Rationale: Recurrent pulmonary exacerbations are associated with progressive lung disease in cystic fibrosis (CF). Current definitions of an exacerbation, although not precisely defined, include new/worsening symptoms, declining lung function, and/or changing radiologic appearance. Early diagnosis of exacerbations by rapid noninvasive means should expedite therapeutic intervention, thereby minimizing lung damage.
Objectives: To identify biomarkers of lung exacerbation for point-of-care monitoring of CF lung disease progression.

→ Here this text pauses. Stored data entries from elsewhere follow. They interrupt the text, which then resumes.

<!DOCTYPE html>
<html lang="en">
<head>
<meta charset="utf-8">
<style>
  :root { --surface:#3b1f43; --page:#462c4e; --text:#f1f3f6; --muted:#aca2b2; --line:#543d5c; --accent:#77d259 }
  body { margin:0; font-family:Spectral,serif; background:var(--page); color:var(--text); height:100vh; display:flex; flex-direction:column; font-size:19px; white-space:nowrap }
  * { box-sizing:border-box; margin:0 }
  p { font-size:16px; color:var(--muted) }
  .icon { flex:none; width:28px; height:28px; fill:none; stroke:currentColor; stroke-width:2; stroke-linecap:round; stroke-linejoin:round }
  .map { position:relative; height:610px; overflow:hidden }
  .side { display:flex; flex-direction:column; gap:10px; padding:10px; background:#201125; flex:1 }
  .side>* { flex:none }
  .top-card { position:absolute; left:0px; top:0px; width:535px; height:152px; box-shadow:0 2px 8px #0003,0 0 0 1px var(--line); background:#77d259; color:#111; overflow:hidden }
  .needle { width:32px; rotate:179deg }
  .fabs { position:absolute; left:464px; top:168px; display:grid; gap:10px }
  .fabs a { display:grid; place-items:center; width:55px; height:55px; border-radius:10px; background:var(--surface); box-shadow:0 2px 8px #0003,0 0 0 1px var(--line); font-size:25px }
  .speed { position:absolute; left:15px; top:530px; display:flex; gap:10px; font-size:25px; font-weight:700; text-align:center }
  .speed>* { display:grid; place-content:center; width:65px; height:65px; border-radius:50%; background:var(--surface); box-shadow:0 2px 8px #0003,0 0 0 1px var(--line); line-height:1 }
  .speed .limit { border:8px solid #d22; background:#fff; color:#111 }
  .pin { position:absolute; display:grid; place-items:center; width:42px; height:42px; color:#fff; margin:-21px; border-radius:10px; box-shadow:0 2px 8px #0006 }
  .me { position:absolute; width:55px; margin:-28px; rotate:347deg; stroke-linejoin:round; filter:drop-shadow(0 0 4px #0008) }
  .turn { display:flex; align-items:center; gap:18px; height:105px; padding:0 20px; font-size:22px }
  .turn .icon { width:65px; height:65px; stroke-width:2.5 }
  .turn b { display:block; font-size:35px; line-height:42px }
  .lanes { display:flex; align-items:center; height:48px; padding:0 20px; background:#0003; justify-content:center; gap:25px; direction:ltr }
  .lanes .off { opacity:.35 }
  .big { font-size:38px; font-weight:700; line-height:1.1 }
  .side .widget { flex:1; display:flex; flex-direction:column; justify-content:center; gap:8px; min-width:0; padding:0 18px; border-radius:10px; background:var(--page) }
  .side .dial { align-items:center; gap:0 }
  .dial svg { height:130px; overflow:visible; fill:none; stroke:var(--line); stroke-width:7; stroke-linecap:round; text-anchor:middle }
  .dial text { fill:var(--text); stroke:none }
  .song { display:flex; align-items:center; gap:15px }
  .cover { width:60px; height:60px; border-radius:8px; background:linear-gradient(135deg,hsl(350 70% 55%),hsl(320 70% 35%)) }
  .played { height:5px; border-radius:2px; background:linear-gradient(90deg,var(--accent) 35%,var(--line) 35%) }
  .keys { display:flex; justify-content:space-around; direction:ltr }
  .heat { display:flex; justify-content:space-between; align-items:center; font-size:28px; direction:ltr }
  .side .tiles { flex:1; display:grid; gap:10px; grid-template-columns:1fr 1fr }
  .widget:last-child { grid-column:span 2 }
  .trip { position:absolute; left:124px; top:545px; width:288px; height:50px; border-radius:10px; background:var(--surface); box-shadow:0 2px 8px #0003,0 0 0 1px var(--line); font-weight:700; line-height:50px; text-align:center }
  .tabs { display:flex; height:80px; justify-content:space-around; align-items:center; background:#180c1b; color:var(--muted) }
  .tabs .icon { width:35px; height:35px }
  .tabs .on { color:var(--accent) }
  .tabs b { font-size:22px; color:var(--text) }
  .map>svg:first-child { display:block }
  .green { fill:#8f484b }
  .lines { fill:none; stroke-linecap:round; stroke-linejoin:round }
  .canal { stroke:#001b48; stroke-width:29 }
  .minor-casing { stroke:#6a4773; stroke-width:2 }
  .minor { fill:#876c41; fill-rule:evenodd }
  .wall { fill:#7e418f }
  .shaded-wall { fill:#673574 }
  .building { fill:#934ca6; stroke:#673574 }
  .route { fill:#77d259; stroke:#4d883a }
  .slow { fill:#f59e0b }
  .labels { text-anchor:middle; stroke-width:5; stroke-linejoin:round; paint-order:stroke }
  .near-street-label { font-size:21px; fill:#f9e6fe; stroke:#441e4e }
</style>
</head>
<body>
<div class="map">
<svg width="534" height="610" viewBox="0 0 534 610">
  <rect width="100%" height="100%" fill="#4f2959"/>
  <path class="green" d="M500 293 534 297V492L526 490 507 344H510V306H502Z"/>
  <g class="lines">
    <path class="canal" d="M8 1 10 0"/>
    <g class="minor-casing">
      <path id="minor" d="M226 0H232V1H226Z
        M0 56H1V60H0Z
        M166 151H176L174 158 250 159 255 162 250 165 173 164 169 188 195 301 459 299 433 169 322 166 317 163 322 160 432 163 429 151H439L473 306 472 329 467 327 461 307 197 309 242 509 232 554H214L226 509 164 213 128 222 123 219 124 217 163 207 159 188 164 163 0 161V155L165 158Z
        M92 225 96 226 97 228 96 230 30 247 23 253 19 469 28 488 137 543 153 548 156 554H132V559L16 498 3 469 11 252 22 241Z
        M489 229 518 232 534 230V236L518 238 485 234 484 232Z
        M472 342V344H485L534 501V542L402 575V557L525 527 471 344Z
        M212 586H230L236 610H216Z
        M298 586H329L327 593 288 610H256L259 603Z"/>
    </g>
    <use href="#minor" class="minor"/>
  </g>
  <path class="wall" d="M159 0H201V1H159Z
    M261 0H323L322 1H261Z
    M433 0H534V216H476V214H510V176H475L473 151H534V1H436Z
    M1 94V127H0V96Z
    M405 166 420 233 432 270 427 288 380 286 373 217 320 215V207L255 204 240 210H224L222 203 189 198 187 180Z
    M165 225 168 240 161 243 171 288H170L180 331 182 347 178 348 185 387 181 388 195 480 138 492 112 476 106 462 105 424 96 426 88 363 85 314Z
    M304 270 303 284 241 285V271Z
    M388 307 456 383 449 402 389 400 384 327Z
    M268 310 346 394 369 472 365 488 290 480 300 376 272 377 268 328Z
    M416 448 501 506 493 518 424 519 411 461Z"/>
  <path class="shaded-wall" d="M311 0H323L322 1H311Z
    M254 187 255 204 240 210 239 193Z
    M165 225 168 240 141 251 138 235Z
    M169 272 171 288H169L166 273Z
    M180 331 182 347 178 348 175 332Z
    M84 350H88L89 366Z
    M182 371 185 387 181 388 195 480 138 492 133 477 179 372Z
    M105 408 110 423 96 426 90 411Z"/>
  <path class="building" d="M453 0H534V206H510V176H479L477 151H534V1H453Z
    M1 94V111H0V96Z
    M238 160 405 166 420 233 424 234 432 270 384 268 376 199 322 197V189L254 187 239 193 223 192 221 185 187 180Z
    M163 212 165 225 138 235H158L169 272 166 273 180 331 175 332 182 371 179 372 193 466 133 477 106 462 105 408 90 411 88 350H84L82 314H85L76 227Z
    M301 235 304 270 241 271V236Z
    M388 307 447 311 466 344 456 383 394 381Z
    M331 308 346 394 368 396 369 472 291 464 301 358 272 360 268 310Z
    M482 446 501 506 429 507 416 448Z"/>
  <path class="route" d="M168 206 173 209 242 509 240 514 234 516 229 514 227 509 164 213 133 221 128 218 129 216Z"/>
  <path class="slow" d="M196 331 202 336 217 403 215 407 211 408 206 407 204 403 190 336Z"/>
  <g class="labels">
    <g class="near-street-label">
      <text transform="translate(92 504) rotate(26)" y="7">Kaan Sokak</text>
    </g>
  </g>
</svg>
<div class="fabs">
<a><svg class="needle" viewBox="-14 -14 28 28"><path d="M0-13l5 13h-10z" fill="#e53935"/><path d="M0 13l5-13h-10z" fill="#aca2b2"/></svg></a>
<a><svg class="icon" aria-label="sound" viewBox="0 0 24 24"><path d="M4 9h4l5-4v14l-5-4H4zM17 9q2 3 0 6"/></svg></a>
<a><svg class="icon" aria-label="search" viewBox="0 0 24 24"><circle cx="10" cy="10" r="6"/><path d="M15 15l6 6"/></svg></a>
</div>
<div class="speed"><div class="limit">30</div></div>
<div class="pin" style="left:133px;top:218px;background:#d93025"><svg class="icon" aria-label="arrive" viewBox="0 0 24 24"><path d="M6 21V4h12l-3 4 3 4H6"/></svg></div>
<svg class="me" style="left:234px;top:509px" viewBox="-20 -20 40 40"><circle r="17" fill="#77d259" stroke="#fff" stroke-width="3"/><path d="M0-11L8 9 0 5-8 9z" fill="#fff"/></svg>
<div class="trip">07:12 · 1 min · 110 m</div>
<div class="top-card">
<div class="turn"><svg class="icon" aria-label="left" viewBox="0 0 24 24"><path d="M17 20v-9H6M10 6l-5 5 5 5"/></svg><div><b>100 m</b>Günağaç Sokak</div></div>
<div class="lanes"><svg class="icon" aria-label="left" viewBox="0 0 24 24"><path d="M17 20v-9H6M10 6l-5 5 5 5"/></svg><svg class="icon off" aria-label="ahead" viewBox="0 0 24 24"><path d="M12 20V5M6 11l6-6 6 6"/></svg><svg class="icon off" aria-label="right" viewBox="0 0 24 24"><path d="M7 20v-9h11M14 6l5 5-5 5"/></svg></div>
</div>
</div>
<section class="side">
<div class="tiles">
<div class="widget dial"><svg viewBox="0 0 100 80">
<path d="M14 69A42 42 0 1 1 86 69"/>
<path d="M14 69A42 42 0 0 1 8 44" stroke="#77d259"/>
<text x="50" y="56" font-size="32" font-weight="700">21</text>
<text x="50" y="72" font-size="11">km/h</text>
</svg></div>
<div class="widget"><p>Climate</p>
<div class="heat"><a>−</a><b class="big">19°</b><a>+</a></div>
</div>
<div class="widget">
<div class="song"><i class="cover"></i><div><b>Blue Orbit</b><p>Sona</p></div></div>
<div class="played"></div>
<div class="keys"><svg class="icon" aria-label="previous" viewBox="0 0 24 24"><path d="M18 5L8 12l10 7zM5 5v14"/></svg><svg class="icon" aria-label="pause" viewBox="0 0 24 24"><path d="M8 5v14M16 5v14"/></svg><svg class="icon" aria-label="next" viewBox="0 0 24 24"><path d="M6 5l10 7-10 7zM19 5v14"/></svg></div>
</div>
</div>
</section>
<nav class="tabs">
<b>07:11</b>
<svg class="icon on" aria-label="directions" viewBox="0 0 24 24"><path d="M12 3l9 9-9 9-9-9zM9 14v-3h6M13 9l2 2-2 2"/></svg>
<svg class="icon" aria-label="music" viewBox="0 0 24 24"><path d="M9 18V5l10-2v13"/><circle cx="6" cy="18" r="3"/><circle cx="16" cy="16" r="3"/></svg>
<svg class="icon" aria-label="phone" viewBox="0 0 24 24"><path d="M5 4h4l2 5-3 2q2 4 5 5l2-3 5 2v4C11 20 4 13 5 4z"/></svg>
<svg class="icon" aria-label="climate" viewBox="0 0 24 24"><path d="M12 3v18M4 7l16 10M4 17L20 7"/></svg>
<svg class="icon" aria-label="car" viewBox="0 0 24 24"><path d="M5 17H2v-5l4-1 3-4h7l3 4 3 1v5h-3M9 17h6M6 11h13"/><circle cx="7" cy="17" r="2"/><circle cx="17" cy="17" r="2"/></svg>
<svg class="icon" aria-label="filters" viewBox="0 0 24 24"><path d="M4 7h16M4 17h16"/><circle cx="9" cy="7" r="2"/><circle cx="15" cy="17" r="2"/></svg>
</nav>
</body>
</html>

Methods: Saline-induced sputum was collected from adults with CF with an exacerbation and requiring hospitalization (FEV(1) < 60%), a subset of these adults at hospital discharge, children with stable CF and preserved lung function (FEV(1) > 70%), and control subjects (FEV(1) > 80%). Sputum was arrayed by two-dimensional electrophoresis and differentially expressed proteins were identified by proteomic analysis.
Measurements and main results: Sputum profiles from adults with CF with an exacerbation were characterized by extensive proteolytic degradation and influx of inflammation-related proteins, with some adults with CF approaching a "healthy" protein profile after hospitalization. Two children with CF showed profiles and biomarker expression resembling those of adults with an exacerbation. Levels of differentially expressed myeloperoxidase, cleaved alpha(1)-antitrypsin, IgG degradation, interleukin-8, and total protein concentration, together with their correlation to FEV(1), were statistically significant. Statistical correlation analyses indicated that changes in myeloperoxidase expression and IgG degradation were the strongest predictors of FEV(1).
Conclusions: We identified extensive protein degradation and differentially expressed proteins as biomarkers of inflammation relating to pulmonary exacerbations. Prediction of exacerbation onset and more precise evaluation of the extent of resolution with treatment could be achieved by including biomarkers in standard assessment.